Before we start detecting the music notes we want to straighten the lines correctly as we’ve stated that the rotation phase didn’t quite de-skewed the image. So, we divide each staff into equal parts and then rotate each part on its own, so the lines are locally almost straight.
One of the most important steps as well is to find the note heads and determining their exact position (on which line). Our initial implementation was using a disk-shaped structuring element to perform binary opening on the staff followed by a simple way of template matching(just comparing the pixels and checking on the percentage of matched pixels) to remove noise. But this way was inefficient in localizing the noteheads, so we moved on to another implementation.

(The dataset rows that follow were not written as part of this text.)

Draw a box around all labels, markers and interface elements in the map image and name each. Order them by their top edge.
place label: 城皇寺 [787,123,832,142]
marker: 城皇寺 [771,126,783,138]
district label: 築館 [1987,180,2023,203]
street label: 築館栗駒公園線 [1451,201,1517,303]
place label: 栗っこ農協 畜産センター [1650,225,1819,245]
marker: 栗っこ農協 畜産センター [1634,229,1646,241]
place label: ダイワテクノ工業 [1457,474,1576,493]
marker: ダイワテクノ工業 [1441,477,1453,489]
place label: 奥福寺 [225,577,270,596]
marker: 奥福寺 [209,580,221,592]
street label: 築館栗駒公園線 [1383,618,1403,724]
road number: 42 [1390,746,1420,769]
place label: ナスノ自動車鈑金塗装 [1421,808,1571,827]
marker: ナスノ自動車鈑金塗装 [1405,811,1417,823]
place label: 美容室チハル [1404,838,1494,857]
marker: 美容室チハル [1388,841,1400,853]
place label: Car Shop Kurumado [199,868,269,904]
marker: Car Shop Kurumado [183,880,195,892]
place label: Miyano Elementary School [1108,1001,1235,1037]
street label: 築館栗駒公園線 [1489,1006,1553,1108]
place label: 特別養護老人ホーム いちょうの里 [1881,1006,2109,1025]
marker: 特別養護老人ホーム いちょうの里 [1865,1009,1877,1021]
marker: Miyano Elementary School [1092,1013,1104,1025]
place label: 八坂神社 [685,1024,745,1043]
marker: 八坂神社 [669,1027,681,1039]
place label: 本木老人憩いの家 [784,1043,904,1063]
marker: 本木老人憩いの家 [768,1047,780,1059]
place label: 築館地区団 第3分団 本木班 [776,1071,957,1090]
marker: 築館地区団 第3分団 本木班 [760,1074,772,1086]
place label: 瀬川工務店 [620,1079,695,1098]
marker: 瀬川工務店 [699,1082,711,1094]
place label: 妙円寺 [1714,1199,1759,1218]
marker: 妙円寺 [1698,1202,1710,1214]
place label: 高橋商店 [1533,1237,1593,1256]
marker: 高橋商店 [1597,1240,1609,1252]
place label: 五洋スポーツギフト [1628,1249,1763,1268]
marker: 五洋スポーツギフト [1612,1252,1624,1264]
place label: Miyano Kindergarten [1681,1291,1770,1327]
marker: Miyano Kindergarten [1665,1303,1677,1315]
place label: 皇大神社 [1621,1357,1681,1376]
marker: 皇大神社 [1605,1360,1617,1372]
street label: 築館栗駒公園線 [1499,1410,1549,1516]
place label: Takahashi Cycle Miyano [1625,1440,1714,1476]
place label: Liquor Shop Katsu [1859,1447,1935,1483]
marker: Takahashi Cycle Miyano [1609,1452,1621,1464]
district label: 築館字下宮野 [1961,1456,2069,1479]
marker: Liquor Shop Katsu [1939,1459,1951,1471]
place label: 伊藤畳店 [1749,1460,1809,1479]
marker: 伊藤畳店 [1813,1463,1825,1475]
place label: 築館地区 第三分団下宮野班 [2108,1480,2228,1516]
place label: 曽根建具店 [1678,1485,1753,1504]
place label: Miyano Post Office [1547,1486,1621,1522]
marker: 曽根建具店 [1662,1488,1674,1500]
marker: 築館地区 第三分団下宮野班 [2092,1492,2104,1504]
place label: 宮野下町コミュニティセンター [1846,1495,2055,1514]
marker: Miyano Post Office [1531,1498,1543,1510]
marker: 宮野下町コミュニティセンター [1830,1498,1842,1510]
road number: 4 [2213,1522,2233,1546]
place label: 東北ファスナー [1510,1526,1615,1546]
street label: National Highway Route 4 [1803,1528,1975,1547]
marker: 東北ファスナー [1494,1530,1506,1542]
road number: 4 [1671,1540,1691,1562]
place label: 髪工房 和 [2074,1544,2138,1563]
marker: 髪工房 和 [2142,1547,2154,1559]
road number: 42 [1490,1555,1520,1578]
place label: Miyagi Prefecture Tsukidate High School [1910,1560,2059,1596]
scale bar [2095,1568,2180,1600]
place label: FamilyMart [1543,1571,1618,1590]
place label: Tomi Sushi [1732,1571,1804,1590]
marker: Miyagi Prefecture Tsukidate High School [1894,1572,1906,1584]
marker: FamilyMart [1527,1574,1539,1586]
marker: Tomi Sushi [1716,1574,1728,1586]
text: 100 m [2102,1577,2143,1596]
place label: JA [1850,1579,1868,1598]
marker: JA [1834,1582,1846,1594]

The current implementation is to use template matching(by open cv) and that gave us accurate outputs with an accurate localization on most test cases. The template used here and the subsequent ones are obtained by cropping the symbols from different images and then scaling them according to the image we’re working on. We do that by knowing how much space the symbol occupies and scaling it according to the space we calculated earlier(space between staff lines). For example, the notehead occupies 1 space while a sharp accidental occupies approximately 3 spaces.
If we detected a half or a whole note, we skip some of the following steps(for example they can’t have flags or be beamed).
After detecting the noteheads we want to check if they have flags attached or have accidentals just before them. So, we use template matching again, using all accidentals’ templates and checking just a small portion left to the notehead, and using different flags’ templates to check just right of the notehead.
Now, we check if several noteheads are beamed together, and we do that by doing run length encoding of a column in the mid point between each two consecutive noteheads, and then checking if we have runs of zeros substantially greater than the staff lines’ thickness. For chords, we just check the positions of consecutive noteheads and see if they’re close enough to form a chord.
It’s worth noting that we use a class for representing each note. So, each staff consists of an array of notes sorted according to their X position. Each note holds its information(if it has a preceding accidental, is beamed, has a flag or is part of a chord)
Our last step is to find the time signature. We start by dilating the image to form contiguous objects(contours) and since we’ve removed the clefs, we know that the following object is either a note or the time signature. So, we check our first note’s position and if it is contained inside the first object, then this staff doesn’t have a time signature and we use the one in a previous staff. Else, we know that it contains the time signature. In that case we cut this part from the image and separate the two numbers of the time signature and send each one to a trained SVM classifier to classify them independently. The classifier is previously trained with images for the numbers 2 & 4 since we deal with them exclusively in our implementation. The features extracted from the image are the hog features.